**GOAL OF THE EXERCISE**
Give the data again exactly, without its images.

**THE DATA**
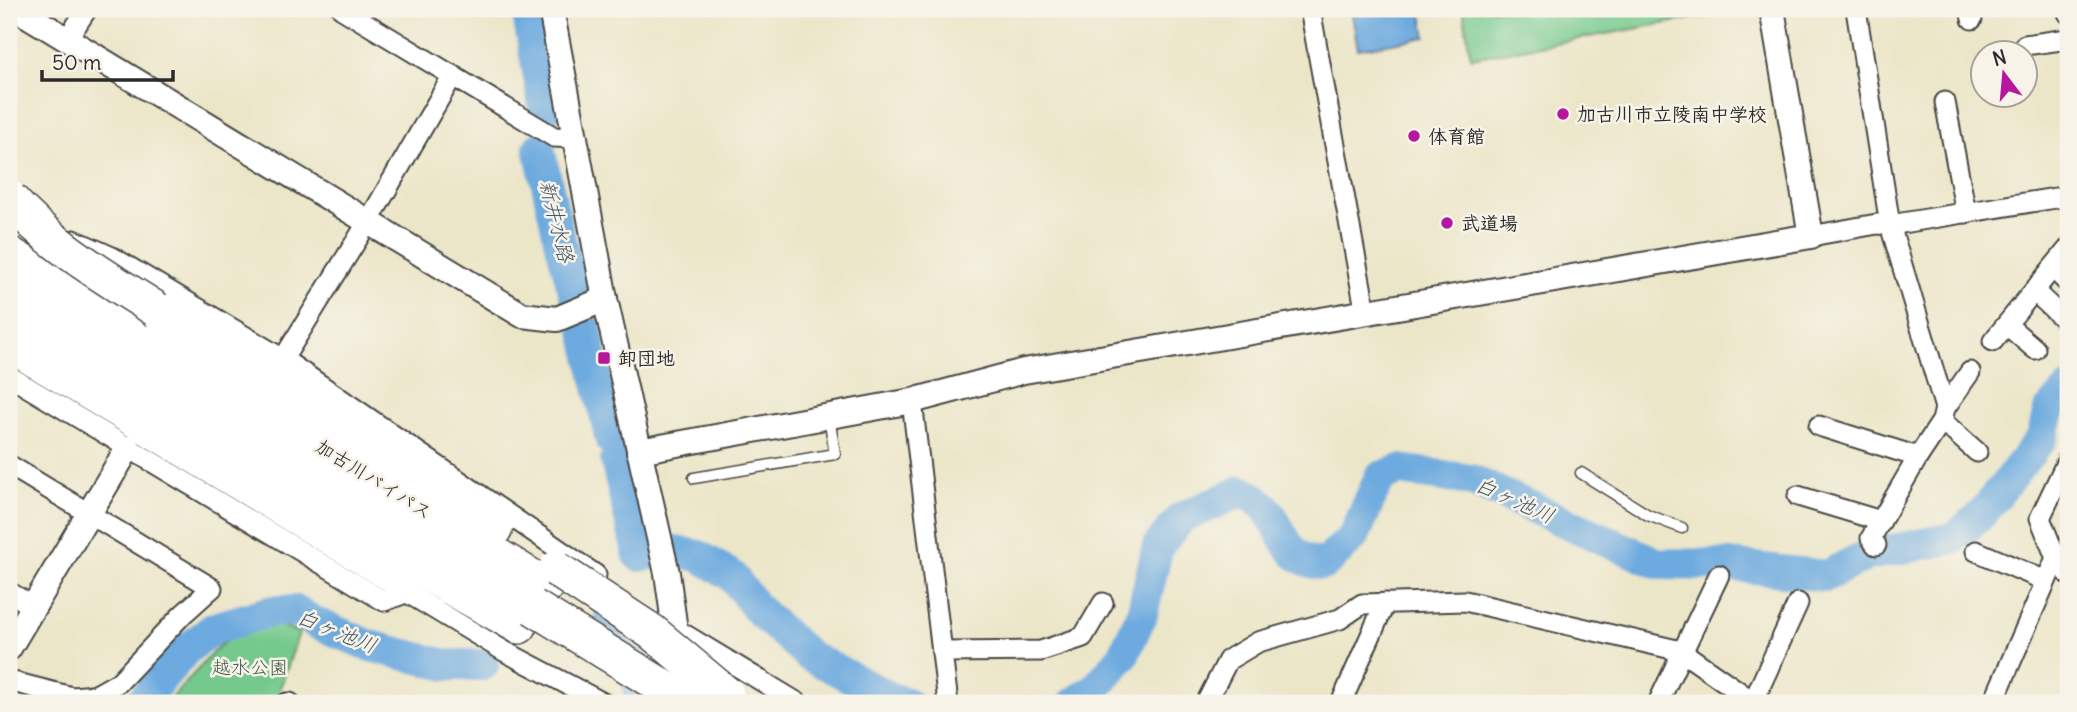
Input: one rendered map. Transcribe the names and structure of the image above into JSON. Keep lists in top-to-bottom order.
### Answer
{
  "streets": {
    "highway": ["加古川バイパス"]
  },
  "water": ["新井水路", "白ヶ池川"],
  "parks": ["越水公園"],
  "places": {
    "other": ["加古川市立陵南中学校", "体育館", "武道場"],
    "transit": ["卸団地"]
  },
  "scale_bar": "50 m",
  "north": "top"
}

**REPLY TO THE TASK**
Input: one rendered map. Transcribe the names and structure of the image above into JSON. Keep lists in top-to-bottom order.
### Answer
{
  "streets": {
    "highway": ["加古川バイパス"]
  },
  "water": ["新井水路", "白ヶ池川"],
  "parks": ["越水公園"],
  "places": {
    "other": ["加古川市立陵南中学校", "体育館", "武道場"],
    "transit": ["卸団地"]
  },
  "scale_bar": "50 m",
  "north": "top"
}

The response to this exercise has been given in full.